● WHAT THE TASK ASKS
For the records below, give the number of lines where the string "body" occurs. Include nothing else.

Start of SOURCE RECORDS

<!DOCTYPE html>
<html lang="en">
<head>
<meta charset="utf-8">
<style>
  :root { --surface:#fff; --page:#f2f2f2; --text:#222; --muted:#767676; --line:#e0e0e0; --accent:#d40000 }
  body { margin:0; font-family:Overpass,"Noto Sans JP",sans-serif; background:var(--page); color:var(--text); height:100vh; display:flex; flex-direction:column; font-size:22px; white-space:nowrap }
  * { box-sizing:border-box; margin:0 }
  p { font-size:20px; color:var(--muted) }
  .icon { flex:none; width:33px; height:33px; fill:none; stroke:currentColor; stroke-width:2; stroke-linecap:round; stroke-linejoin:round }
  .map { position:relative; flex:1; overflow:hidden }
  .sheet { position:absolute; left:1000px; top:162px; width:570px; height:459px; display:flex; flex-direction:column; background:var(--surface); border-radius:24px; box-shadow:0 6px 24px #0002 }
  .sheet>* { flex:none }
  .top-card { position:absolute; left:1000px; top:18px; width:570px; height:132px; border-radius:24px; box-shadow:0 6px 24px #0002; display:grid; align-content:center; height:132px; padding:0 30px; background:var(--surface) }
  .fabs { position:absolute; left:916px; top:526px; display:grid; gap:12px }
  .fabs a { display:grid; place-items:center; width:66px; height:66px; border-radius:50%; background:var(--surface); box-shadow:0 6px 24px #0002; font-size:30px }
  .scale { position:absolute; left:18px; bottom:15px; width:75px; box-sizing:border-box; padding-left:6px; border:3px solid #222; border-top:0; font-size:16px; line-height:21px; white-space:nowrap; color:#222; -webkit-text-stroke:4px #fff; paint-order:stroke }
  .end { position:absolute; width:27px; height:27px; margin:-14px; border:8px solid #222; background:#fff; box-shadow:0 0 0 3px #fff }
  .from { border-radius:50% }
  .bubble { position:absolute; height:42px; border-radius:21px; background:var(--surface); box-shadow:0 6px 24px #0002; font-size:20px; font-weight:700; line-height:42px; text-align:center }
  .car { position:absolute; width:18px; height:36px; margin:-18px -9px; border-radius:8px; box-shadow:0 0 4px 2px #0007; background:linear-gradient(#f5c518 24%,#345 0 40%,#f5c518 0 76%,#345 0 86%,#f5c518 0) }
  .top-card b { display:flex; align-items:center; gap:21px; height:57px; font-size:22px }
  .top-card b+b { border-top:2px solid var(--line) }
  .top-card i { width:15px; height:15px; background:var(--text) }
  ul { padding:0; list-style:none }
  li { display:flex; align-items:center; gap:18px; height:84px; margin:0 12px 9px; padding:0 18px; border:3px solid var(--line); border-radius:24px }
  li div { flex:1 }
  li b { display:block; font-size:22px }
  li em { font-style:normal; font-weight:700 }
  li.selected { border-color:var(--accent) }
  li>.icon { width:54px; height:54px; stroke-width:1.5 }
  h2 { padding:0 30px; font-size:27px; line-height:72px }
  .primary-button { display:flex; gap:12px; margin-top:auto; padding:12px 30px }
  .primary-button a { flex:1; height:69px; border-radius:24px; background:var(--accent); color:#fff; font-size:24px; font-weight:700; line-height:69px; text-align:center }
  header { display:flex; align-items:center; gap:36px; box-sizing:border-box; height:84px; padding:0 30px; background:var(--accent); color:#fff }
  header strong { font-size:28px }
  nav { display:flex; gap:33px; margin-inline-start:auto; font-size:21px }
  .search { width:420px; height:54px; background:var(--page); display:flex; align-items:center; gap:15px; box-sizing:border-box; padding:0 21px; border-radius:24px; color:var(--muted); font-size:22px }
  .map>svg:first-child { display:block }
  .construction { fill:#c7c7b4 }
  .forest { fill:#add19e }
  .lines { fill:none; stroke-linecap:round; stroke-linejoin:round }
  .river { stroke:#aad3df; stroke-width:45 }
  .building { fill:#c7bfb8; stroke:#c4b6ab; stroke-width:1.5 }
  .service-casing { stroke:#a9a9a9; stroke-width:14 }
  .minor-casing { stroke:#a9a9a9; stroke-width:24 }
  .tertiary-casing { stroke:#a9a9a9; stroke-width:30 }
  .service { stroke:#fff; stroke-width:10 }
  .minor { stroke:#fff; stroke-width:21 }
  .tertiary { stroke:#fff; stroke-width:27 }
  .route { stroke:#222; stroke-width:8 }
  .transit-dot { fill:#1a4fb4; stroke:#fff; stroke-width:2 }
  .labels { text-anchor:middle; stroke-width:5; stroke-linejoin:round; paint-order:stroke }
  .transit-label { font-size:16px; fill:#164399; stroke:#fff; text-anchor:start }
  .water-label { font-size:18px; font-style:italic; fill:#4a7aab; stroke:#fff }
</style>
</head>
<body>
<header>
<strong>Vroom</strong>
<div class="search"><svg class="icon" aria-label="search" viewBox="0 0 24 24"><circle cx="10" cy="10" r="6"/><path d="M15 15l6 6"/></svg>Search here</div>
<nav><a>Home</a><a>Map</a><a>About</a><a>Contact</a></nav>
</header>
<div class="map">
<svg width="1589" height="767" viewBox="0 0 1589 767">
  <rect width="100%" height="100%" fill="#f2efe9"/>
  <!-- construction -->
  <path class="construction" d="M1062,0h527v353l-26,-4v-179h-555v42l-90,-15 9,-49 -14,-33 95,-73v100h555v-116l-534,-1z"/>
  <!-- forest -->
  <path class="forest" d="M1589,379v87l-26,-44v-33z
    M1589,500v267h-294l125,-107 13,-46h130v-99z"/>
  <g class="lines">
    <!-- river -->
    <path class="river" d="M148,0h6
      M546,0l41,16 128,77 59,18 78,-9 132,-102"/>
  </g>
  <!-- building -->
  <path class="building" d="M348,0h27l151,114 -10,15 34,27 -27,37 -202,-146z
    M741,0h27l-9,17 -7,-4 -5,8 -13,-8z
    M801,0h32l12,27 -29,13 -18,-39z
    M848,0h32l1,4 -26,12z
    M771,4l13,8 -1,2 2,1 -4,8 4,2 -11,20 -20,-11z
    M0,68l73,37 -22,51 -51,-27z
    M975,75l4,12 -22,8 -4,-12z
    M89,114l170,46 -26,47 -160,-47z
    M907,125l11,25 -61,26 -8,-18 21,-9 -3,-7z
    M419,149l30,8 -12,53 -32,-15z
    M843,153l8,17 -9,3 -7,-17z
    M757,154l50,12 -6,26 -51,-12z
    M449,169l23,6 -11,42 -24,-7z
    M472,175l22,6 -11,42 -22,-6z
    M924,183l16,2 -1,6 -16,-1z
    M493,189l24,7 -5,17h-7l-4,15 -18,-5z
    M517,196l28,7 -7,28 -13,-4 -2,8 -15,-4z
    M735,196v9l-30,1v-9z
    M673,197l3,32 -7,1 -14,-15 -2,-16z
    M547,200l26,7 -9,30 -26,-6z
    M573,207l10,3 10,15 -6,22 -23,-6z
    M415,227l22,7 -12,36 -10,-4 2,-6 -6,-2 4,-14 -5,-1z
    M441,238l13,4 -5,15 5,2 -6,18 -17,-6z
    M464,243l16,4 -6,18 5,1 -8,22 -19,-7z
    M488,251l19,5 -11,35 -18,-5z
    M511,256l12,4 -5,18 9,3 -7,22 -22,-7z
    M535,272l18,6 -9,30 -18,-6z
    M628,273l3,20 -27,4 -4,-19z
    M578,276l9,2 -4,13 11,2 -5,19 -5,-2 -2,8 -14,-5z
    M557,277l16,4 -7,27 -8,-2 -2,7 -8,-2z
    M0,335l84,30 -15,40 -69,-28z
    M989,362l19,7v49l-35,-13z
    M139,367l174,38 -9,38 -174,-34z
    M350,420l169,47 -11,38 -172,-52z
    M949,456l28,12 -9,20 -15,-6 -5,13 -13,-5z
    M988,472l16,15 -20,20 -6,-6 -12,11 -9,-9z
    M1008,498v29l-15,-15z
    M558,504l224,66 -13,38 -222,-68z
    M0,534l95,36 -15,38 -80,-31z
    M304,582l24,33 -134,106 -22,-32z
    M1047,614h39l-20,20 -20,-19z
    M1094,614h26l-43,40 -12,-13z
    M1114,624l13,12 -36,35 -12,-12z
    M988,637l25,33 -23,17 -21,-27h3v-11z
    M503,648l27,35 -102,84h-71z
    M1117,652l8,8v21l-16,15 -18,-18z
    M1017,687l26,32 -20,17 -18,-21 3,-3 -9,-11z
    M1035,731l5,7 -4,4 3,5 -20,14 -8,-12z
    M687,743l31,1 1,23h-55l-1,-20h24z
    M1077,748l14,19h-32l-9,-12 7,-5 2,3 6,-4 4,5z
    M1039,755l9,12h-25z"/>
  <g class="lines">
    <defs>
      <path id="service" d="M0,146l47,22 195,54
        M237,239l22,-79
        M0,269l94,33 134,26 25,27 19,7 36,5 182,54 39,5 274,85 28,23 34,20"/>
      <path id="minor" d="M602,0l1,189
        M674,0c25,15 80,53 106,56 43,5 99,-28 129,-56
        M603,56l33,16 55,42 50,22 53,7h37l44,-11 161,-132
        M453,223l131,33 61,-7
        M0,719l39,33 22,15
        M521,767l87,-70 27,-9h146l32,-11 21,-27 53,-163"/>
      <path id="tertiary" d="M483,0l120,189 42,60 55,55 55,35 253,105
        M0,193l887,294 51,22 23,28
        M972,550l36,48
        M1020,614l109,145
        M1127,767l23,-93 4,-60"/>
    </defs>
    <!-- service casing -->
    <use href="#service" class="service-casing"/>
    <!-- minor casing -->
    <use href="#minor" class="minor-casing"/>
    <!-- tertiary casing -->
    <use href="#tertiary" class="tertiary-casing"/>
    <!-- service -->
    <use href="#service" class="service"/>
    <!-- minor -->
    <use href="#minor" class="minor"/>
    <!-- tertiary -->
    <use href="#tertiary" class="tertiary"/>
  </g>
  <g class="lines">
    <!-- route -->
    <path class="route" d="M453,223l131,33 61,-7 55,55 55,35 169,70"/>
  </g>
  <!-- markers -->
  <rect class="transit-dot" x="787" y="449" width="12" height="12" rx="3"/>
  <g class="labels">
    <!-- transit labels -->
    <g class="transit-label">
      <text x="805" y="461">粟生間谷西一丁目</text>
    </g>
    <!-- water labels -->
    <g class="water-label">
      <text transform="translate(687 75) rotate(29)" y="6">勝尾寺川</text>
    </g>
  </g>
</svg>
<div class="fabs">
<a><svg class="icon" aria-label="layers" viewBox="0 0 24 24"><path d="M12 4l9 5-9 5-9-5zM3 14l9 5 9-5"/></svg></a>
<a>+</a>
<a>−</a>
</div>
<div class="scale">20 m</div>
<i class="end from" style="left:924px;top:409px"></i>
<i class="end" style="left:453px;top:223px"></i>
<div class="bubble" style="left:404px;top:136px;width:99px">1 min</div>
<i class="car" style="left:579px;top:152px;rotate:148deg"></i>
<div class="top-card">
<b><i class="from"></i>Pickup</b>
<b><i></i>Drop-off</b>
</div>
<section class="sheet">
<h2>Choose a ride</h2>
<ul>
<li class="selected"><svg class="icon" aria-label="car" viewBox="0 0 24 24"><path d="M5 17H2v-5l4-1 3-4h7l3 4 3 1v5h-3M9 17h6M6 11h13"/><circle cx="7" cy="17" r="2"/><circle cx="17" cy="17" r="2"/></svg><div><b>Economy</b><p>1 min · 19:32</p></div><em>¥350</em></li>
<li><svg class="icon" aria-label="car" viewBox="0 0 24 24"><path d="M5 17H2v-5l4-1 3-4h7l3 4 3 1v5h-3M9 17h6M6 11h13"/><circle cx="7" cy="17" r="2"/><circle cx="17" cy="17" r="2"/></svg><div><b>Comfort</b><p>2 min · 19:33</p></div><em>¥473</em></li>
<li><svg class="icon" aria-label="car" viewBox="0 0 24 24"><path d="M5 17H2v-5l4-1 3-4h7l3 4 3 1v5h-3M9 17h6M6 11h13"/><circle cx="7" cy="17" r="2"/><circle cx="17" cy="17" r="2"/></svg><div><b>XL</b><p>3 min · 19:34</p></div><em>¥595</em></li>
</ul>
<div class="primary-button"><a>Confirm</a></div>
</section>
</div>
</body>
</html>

End of SOURCE RECORDS

● EXERCISE ANSWER
3